The peroneal nerve, also known as the common fibular nerve, originates as a major division of the larger sciatic nerve. It travels down the back of the thigh before wrapping around the outside of the knee joint, near the head of the fibula bone. This nerve provides motor control to the muscles that lift the foot and toes (dorsiflexion). Additionally, it supplies sensory information from the skin on the outer side of the lower leg and the top surface of the foot. Damage to this nerve disrupts both movement and sensation, leading to a characteristic set of symptoms.
Primary Sensory and Motor Deficits
The most defining symptom of peroneal nerve damage is foot drop, the inability to lift the front part of the foot. This weakness results from the paralysis of the muscles in the leg’s anterior compartment, primarily the tibialis anterior, which are responsible for pulling the foot upward at the ankle. When these muscles cannot contract effectively, the foot remains pointed downward, making it difficult to clear the toes from the ground during walking. The nerve damage also commonly affects the ability to evert the foot, the movement that turns the sole outward. This dual loss of function significantly impairs the foot’s mechanics.
Alongside the motor loss, a distinct sensory deficit is a hallmark of this neuropathy. Patients often experience numbness, or a decreased ability to feel, over the outer portion of the lower leg and the entire top surface of the foot. The sensory loss can sometimes extend into the web space between the first and second toes.
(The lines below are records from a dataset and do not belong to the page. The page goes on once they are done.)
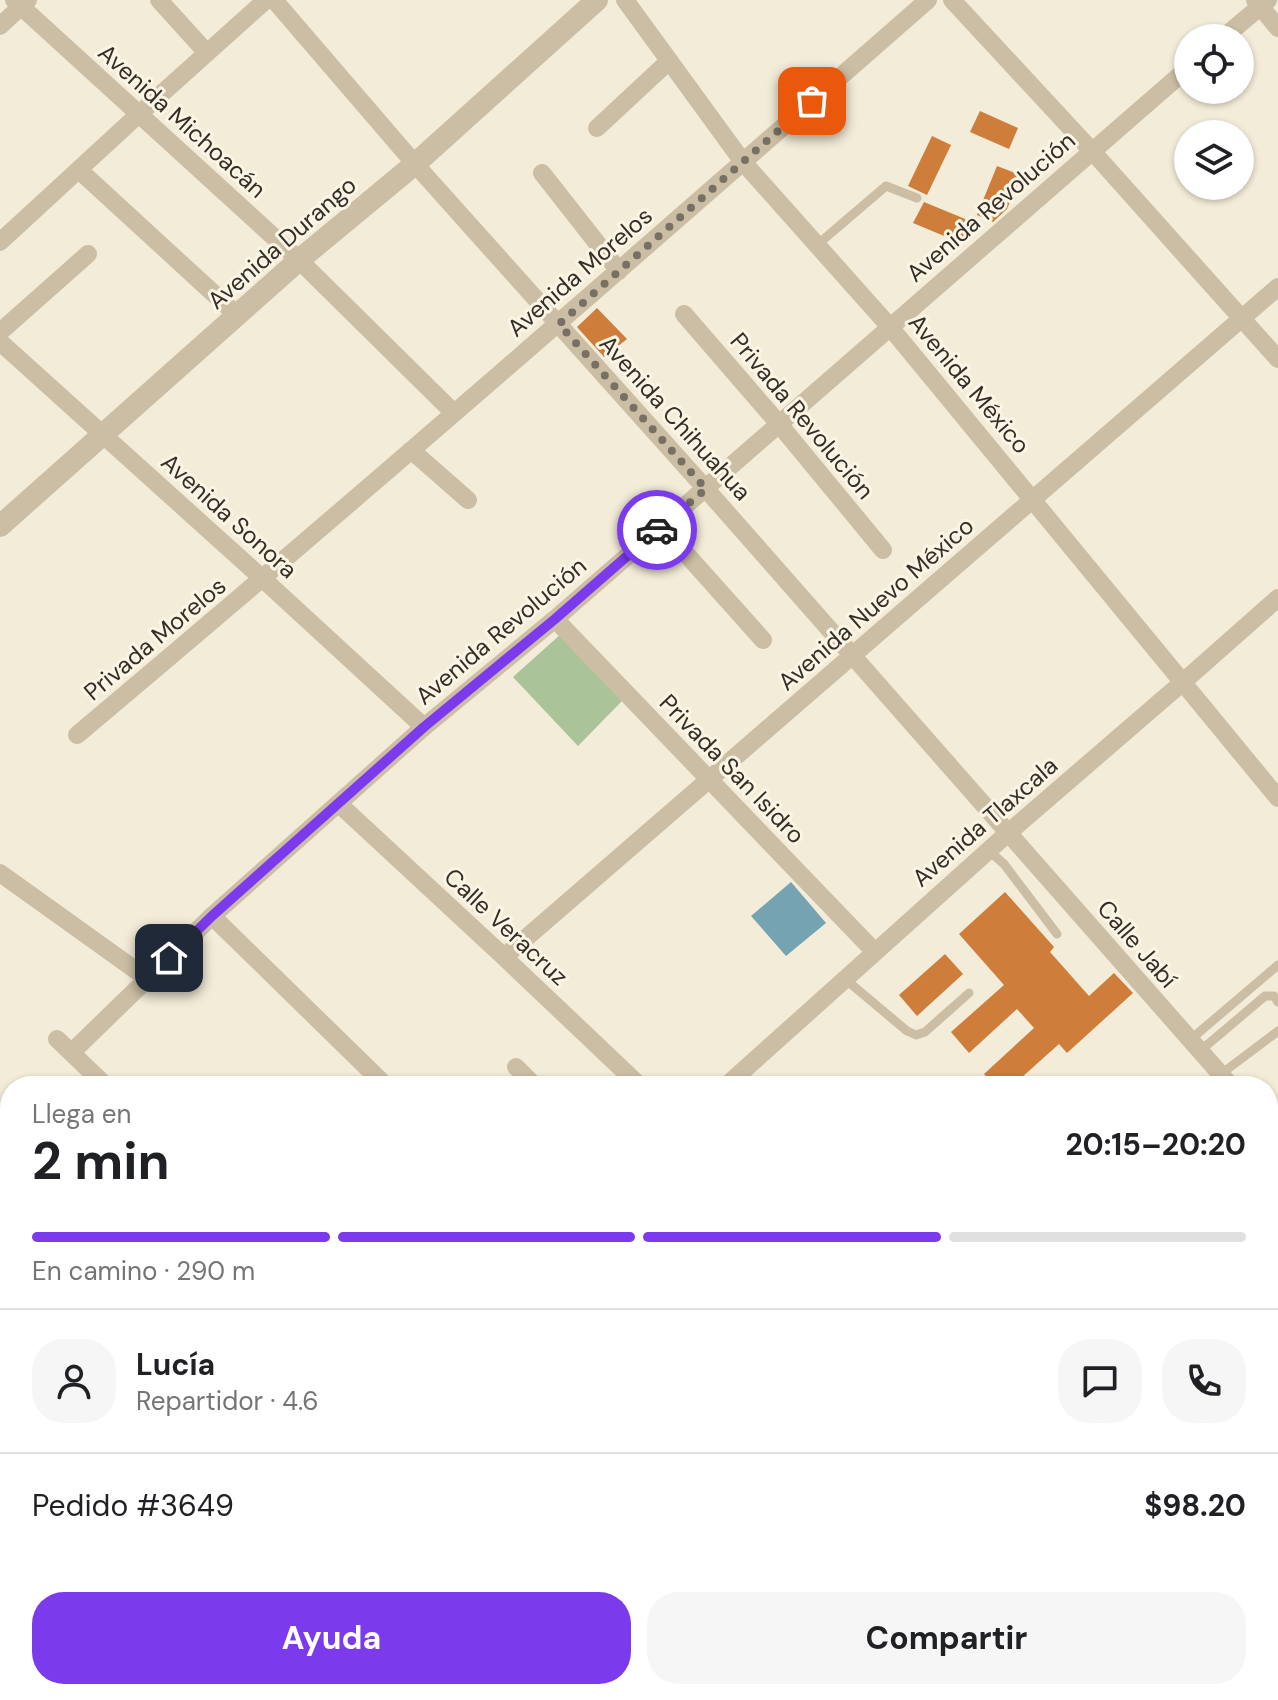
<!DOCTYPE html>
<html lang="es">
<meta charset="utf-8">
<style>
body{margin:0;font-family:"DM Sans",sans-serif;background:#f6f6f6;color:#202124;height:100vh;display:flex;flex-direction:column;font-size:30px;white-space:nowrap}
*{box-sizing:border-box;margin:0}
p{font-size:26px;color:#757577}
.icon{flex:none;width:44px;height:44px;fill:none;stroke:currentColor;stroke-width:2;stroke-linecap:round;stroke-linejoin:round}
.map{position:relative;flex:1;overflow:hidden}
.drawer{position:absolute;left:0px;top:1076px;width:1278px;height:624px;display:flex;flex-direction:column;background:#fff;border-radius:32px 32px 0 0;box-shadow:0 2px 6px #0004}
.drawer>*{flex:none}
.controls{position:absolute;left:1174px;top:24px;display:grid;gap:16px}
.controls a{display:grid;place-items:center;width:80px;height:80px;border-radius:50%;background:#fff;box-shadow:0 2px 6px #0004;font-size:40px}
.pin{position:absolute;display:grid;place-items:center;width:68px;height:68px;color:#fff;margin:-34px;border-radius:16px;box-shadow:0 4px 12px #0006}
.courier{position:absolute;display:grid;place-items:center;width:80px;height:80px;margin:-40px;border:6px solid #7c3aed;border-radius:50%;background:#fff;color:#222;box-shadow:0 2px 10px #0007}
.headline em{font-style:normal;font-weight:700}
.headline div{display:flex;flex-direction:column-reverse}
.headline{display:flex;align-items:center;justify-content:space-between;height:136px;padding:0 32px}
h1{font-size:52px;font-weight:700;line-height:60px}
.bar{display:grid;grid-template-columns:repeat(4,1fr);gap:12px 8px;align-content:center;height:96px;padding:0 32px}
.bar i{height:10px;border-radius:6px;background:#e0e0e0}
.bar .current{background:#7c3aed}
.bar p{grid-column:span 4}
.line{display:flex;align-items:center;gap:20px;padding:0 32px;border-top:2px solid #e0e0e0}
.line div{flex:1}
.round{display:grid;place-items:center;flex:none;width:84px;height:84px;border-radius:32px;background:#f6f6f6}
.action{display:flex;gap:16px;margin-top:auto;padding:16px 32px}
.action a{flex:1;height:92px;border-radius:32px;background:#7c3aed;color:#fff;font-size:32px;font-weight:700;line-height:92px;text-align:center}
.action a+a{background:#f6f6f6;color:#202124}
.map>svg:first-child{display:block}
.green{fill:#abc398}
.water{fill:#76a3b2}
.building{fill:#ce7d3b}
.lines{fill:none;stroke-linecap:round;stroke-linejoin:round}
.service{stroke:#ccbea4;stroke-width:9}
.minor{stroke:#ccbea4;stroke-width:18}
.tertiary{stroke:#ccbea4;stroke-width:22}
.done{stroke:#787064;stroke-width:8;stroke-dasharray:0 14.4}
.route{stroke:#7c3aed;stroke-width:10}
.labels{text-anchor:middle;stroke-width:6;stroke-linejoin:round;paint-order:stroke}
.street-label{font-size:24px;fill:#362e26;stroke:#faf5e5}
</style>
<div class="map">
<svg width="1278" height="1700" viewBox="0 0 1278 1700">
<rect width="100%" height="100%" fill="#f3ecd8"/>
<!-- green -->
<path class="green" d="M561,634L622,701L578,746L513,677Z"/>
<!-- water -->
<path class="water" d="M791,882L826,923L786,956L751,916Z"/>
<!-- building -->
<path class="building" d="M980,111L1018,128L1009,149L970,132Z
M932,136L951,145L927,195L908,186Z
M997,166L1021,175L1007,209L993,222L977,215Z
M924,202L970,221L961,243L913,223Z
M597,308L627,339L604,357L577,327Z
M1005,892L1054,947L1050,952L1089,996L1114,973L1133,993L1067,1053L1059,1044L1012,1086H994L984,1074L1034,1028L1017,1009L969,1053L951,1032L1004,985L959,934Z
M945,954L963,974L917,1016L899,995Z"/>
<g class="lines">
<!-- service -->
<path class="service" d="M817,245L886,186L917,198
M988,850L1004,864L1057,934
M845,979L907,1031L916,1035L925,1032L969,993
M1190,1040L1278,965
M1200,1051L1265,996H1274L1278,1002
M1221,1074L1278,1031"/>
<!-- minor -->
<path class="minor" d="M14,0L299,260L454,413
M159,0L207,53
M274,0L415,164L706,489L1231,1086
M625,0L743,162L890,327L1278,798
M952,0L1092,151L1278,359
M1255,0L1278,28
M0,26L28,0
M1223,38L1268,0
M597,128L669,61
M79,170L237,315
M542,173L619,271
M0,242L139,114L266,0
M684,314L779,424L883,550
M0,332L88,254
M0,342L263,579L424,727
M411,450L468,500
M662,527L763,640
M555,619L875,952
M77,735C364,494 646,247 928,0
M339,804L504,957L640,1086
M0,873L148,979
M212,916L386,1086
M504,957L1278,287
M57,1039L106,1086
M72,1052L212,916L424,727L555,619L1188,68
M516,1067L535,1086
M726,1086L1008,833L1183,682L1278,598
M2,1133L10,1141
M1268,1139L1278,1156
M0,1375L10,1363
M0,1413L10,1421
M0,1524L10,1511
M0,1659L10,1647
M298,1690L309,1700
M1028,1690L1034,1700
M92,1700L100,1690
M230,1700L238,1690
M384,1700L393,1690
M482,1700L493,1690
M668,1700L679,1690"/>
<!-- tertiary -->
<path class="tertiary" d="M0,526L299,260L415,164L597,0"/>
</g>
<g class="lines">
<!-- done -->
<path class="done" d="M657,530L706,489L559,324L812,101"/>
<!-- route -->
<path class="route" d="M169,958L212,916L424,727L555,619L657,530"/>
</g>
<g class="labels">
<!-- street labels -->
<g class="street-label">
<text transform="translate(182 121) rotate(42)" y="8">Avenida Michoacán</text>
<text transform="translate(991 207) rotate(-41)" y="8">Avenida Revolución</text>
<text transform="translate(282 243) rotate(-41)" y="8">Avenida Durango</text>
<text transform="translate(580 272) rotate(-41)" y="8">Avenida Morelos</text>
<text transform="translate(969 384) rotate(50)" y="8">Avenida México</text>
<text transform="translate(802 416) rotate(50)" y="8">Privada Revolución</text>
<text transform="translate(675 418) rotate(48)" y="8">Avenida Chihuahua</text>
<text transform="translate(229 516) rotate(42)" y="8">Avenida Sonora</text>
<text transform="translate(876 604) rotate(-41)" y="8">Avenida Nuevo México</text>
<text transform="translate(501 631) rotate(-40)" y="8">Avenida Revolución</text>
<text transform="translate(155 639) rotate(-40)" y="8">Privada Morelos</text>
<text transform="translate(732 769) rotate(46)" y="8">Privada San Isidro</text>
<text transform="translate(985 822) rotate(-41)" y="8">Avenida Tlaxcala</text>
<text transform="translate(506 927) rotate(43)" y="8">Calle Veracruz</text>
<text transform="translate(1137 944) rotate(49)" y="8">Calle Jabí</text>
</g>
</g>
</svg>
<div class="controls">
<a><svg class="icon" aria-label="locate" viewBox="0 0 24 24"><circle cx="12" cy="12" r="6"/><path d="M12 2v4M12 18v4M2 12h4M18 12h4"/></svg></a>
<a><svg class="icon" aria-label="layers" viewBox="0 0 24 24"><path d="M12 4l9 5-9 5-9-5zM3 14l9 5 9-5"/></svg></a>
</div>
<div class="pin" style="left:812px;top:101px;background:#ea580c"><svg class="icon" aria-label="bag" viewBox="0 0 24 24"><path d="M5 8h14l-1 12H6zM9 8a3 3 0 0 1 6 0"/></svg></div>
<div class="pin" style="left:169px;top:958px;background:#1f2937"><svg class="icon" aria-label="home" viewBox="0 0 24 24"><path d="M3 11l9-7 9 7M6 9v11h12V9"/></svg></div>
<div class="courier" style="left:657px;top:530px"><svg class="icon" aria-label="car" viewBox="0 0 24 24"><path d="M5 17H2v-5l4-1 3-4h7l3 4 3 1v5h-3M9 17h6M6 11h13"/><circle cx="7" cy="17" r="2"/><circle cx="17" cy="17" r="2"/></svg></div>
<section class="drawer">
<div class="headline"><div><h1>2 min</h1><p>Llega en</p></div><em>20:15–20:20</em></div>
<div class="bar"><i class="current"></i><i class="current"></i><i class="current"></i><i></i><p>En camino · 290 m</p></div>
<div class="line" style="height:144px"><a class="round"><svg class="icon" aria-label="person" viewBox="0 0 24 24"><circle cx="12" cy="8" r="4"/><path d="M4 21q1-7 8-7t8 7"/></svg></a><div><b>Lucía</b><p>Repartidor · 4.6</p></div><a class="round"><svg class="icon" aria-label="chat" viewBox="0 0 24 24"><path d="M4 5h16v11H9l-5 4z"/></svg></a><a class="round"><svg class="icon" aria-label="phone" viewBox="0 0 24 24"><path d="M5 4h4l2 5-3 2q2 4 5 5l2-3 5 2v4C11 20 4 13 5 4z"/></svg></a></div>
<div class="line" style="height:104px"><div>Pedido #3649</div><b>$98.20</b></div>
<div class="action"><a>Ayuda</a><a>Compartir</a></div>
</section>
</div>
Manifestation in Gait and Movement
The motor weakness of foot drop directly causes observable changes in the way a person walks. The most common compensatory pattern is steppage gait, a high-stepping walk used to prevent the foot from dragging on the ground. To ensure the toes clear the floor, the individual must exaggerate the flexion of the hip and knee, lifting the entire leg higher than normal. This action is a compensation to avoid tripping during the swing phase of the gait cycle.
Another distinctive sign is foot slap, an auditory symptom. With peroneal nerve injury, the weakened dorsiflexor muscles cannot control the descent of the foot after the heel strike. This lack of muscular control causes the forefoot to drop rapidly and forcefully onto the ground. The resulting sound is a noticeable “slap.”
Associated Discomfort and Sensory Changes
While numbness is a primary sensory symptom, peroneal nerve damage can also lead to active forms of discomfort. Paresthesia, commonly described as a feeling of “pins and needles” or tingling, frequently occurs in the same distribution as the numbness—the outer leg and top of the foot. This sensation arises from the abnormal firing of the damaged nerve fibers. A subset of individuals may also experience neuropathic pain, which is often characterized as burning, sharp, or electric-shock-like, and it can be felt along the nerve’s pathway.
Over a longer period, the lack of consistent nerve stimulation to the muscles can result in muscle atrophy. The muscles responsible for lifting the foot and toes may begin to waste away. This thinning or loss of muscle mass, noticeable in the front and outer regions of the lower leg, is a visual sign of chronic motor nerve damage. This muscle wasting can further exacerbate the weakness and functional limitations of foot drop.
Common Causes and Risk Factors
The peroneal nerve is particularly vulnerable to injury due to its superficial location as it wraps around the head and neck of the fibula bone, just below the knee.
External Compression
External compression is a frequent cause of injury, often occurring when sustained pressure is placed directly on the nerve at this site. Prolonged positions such as habitually crossing the legs, extended squatting, or resting the knee against a hard surface can compress the nerve. The application of tight orthopedic devices, such as plaster casts or splints around the lower leg, is another common source of compression-related injury. The pressure exerted by these devices can restrict blood flow and directly crush the nerve against the fibula bone. Additionally, individuals who experience rapid weight loss may lose protective subcutaneous fat, which makes the nerve more susceptible to compression.
Trauma and Medical Procedures
Traumatic incidents involving the knee or lower leg present a high risk for nerve damage. A knee dislocation can stretch or tear the nerve, with up to 40% of patients experiencing this type of injury. Fractures of the fibula bone, especially near its neck, can also directly injure the nerve. Iatrogenic injury, meaning damage caused unintentionally during medical procedures, is a factor in some cases. Surgeries involving the knee or hip, such as a total knee replacement, carry a small but recognized risk of inadvertently stretching or compressing the peroneal nerve.
Systemic Factors
Systemic conditions like diabetes can make the nerve more susceptible to damage and poorer recovery.